## Work request:
The answer should contain every record below, output exactly.

+ + + +

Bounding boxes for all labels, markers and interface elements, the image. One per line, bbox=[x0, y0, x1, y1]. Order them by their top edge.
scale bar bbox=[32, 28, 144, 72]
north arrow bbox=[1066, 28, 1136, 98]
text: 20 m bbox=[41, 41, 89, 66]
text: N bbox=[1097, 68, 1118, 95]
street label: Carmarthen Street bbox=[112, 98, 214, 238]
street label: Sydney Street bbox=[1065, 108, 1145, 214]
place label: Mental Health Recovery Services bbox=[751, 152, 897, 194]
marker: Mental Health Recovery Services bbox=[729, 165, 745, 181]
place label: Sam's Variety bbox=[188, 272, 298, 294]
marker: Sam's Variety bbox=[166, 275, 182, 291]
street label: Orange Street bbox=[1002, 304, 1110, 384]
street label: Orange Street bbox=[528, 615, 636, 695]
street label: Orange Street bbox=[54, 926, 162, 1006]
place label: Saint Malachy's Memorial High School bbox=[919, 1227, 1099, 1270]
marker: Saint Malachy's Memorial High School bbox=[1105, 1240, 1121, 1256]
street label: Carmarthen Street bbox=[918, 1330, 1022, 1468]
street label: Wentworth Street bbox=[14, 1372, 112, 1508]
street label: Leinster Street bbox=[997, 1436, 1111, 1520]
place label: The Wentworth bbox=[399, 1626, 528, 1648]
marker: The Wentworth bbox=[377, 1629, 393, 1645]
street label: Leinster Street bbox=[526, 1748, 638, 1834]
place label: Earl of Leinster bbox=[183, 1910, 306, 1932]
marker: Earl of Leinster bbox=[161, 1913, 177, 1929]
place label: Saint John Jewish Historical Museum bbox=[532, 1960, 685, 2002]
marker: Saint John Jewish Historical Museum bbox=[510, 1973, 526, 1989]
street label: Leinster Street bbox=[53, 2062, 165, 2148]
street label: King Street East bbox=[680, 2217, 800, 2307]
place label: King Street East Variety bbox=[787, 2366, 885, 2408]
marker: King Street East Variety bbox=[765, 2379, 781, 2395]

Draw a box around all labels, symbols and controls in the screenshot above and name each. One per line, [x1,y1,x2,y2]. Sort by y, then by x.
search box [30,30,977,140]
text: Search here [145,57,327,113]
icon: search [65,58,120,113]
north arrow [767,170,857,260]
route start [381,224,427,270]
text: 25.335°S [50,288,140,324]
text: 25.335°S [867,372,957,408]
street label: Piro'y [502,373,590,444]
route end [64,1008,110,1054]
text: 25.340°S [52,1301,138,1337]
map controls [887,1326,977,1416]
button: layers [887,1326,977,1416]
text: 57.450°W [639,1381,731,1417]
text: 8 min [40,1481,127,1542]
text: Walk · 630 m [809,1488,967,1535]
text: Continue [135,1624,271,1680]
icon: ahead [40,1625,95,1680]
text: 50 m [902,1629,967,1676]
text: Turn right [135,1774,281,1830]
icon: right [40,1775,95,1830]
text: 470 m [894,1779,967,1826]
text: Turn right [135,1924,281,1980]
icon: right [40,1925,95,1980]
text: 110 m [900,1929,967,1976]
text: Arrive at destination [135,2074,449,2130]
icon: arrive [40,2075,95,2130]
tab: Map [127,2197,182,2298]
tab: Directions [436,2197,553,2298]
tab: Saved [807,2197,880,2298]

+ + + +

## Answer section:
Bounding boxes for all labels, markers and interface elements, the image. One per line, bbox=[x0, y0, x1, y1]. Order them by their top edge.
scale bar bbox=[32, 28, 144, 72]
north arrow bbox=[1066, 28, 1136, 98]
text: 20 m bbox=[41, 41, 89, 66]
text: N bbox=[1097, 68, 1118, 95]
street label: Carmarthen Street bbox=[112, 98, 214, 238]
street label: Sydney Street bbox=[1065, 108, 1145, 214]
place label: Mental Health Recovery Services bbox=[751, 152, 897, 194]
marker: Mental Health Recovery Services bbox=[729, 165, 745, 181]
place label: Sam's Variety bbox=[188, 272, 298, 294]
marker: Sam's Variety bbox=[166, 275, 182, 291]
street label: Orange Street bbox=[1002, 304, 1110, 384]
street label: Orange Street bbox=[528, 615, 636, 695]
street label: Orange Street bbox=[54, 926, 162, 1006]
place label: Saint Malachy's Memorial High School bbox=[919, 1227, 1099, 1270]
marker: Saint Malachy's Memorial High School bbox=[1105, 1240, 1121, 1256]
street label: Carmarthen Street bbox=[918, 1330, 1022, 1468]
street label: Wentworth Street bbox=[14, 1372, 112, 1508]
street label: Leinster Street bbox=[997, 1436, 1111, 1520]
place label: The Wentworth bbox=[399, 1626, 528, 1648]
marker: The Wentworth bbox=[377, 1629, 393, 1645]
street label: Leinster Street bbox=[526, 1748, 638, 1834]
place label: Earl of Leinster bbox=[183, 1910, 306, 1932]
marker: Earl of Leinster bbox=[161, 1913, 177, 1929]
place label: Saint John Jewish Historical Museum bbox=[532, 1960, 685, 2002]
marker: Saint John Jewish Historical Museum bbox=[510, 1973, 526, 1989]
street label: Leinster Street bbox=[53, 2062, 165, 2148]
street label: King Street East bbox=[680, 2217, 800, 2307]
place label: King Street East Variety bbox=[787, 2366, 885, 2408]
marker: King Street East Variety bbox=[765, 2379, 781, 2395]

Draw a box around all labels, symbols and controls in the screenshot above and name each. One per line, [x1,y1,x2,y2]. Sort by y, then by x.
search box [30,30,977,140]
text: Search here [145,57,327,113]
icon: search [65,58,120,113]
north arrow [767,170,857,260]
route start [381,224,427,270]
text: 25.335°S [50,288,140,324]
text: 25.335°S [867,372,957,408]
street label: Piro'y [502,373,590,444]
route end [64,1008,110,1054]
text: 25.340°S [52,1301,138,1337]
map controls [887,1326,977,1416]
button: layers [887,1326,977,1416]
text: 57.450°W [639,1381,731,1417]
text: 8 min [40,1481,127,1542]
text: Walk · 630 m [809,1488,967,1535]
text: Continue [135,1624,271,1680]
icon: ahead [40,1625,95,1680]
text: 50 m [902,1629,967,1676]
text: Turn right [135,1774,281,1830]
icon: right [40,1775,95,1830]
text: 470 m [894,1779,967,1826]
text: Turn right [135,1924,281,1980]
icon: right [40,1925,95,1980]
text: 110 m [900,1929,967,1976]
text: Arrive at destination [135,2074,449,2130]
icon: arrive [40,2075,95,2130]
tab: Map [127,2197,182,2298]
tab: Directions [436,2197,553,2298]
tab: Saved [807,2197,880,2298]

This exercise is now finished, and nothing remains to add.